The agreement with the family indicates it was voluntary, there was no sex act, Lindaman said “and everybody signed it.”

A Division of Criminal Investigation agent came to Lindaman’s farm on June 29 and quizzed him about the “intervention” on May 10. “I said I didn’t touch him … because of the agreement on the 17th, … I shouldn’t be talking about (the victim)’s mental illness … so pursuant to that agreement, I was honoring it,” Lindaman said.

He voluntarily went into the Charles City Police Station on June 30, the following day. Two recordings were made, an audio recording by the DCI agent and a video machine by the police department. “I outlined the reason that I did tap his penis, I outlined the fact that it was non-sexual and I outlined the fact that I believed it was blocked or repressed sexual abuse.”

Lindaman told police the conversation of ‘Don’t touch my penis’ took place two weeks prior to the incident in question on the 10th but did not take place at the apartment.

“I said ‘You’re looking at this as an assault. I was flabbergasted,” Lindaman said. “I thought they were going to look at it as some kind of medical violation, that I was helping him.”

In the June 30, interview, Lindaman alleges that because there is no start time on the CCPD video, but there is on the DCI audio, that the video could have been doctored.

“I’m indicating that there’s about 12 minutes missing,” Lindaman said. “I can recall the ‘don’t touch penis’ attribution to (having occurred) in the car, and that was missing.”

“Now, when I tapped the penis it was with the intent to bring about whatever was bothering him, whatever was there. The only thing he verbalized, that triggered this action was, back in our timeline, early May or April, you’re going to hear testimony, that we were in a car, and I put the scar cream on him. I said ‘Do you want it on your legs?’ He said ‘Just don’t touch my penis.’ I said ‘Fine.’ …

“The point is, when he said ‘Don’t touch my penis’ it wasn’t a statement that was one of fear; it was one of unreasonable terror, he responded in a way that was totally unexpected, and he didn’t verbalize anything else. So when he said ‘Don’t touch the penis,’ it’s critical to this case but it’s critical because it took place in the car some two weeks before, not during intervention. …

“If he had said ‘Don’t touch my ear’ and he couldn’t say anything else, I would have touched his ear, whatever it would take to access what I perceived as a blocked memory of a sexually injured person.”

“He’s going to testify that I sat on the bed and was somehow panting over this, event. I’m going to point out to you, I have a lung ailment. If I go up a flight of stairs, I start losing my breath. A few months later, I had a few tests, and I have what’s called farmer’s lung, too much farm dust, too many farm chemicals. So I have about 50 percent capacity. … I can talk like this because it doesn’t take as much energy, but if I pick up a 5 gallon pail of feed and walk across the room it’s going to catch up with me.”

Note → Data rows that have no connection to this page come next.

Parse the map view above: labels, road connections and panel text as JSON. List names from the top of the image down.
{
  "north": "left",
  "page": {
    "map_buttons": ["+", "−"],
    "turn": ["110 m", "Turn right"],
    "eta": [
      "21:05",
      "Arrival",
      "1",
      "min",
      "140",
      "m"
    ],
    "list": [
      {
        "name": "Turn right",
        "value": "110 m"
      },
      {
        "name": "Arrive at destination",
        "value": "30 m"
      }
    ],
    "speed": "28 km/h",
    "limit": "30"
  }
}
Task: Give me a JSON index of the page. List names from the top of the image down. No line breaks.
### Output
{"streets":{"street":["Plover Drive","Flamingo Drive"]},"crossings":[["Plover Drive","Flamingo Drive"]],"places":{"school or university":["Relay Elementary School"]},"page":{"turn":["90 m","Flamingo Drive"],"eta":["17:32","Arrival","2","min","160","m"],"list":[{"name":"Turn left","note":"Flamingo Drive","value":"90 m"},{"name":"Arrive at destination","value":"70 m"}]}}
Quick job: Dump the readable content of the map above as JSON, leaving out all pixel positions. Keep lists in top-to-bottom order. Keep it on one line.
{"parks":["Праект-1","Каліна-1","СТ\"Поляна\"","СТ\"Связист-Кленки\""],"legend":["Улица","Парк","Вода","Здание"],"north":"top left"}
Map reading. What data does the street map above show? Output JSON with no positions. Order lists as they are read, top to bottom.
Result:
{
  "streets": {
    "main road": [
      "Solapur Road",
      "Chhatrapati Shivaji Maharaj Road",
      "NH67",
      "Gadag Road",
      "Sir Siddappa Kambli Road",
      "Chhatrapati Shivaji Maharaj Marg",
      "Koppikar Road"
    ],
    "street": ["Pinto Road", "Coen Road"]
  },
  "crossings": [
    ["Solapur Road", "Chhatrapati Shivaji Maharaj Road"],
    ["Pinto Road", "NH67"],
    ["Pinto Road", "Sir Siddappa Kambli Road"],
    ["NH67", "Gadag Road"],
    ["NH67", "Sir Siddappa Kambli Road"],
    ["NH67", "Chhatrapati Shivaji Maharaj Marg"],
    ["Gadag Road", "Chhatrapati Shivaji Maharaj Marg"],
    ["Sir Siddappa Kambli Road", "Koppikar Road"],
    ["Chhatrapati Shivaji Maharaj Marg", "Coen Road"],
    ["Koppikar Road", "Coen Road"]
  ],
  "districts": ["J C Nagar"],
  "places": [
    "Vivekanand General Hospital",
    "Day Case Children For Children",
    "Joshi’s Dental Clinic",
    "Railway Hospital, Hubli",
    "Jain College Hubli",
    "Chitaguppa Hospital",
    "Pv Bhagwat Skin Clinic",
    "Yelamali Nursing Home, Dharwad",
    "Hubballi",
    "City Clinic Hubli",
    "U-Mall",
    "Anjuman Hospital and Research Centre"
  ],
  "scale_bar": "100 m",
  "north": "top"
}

“He looks at this as if it were a sexual event; it wasn’t,” Lindaman said.

He said many gay people commit suicide when they realize they are gay and are not accepted by family.

“In November 1987, I swung into suicide. I had to admit I was gay at the age of 31. That was extremely painful to me. I couldn’t accept the fact that, I was told, being gay was a mental illness, … a conflict with God, … that I wasn’t healthy.

“All these things, I believed. It took away my normal defense mechanism, and when you lose your defense mechanism, you swing into suicide. I don’t want to see anyone swing into that, anyone that has been sexually injured.”

The trial is scheduled to resume Friday morning.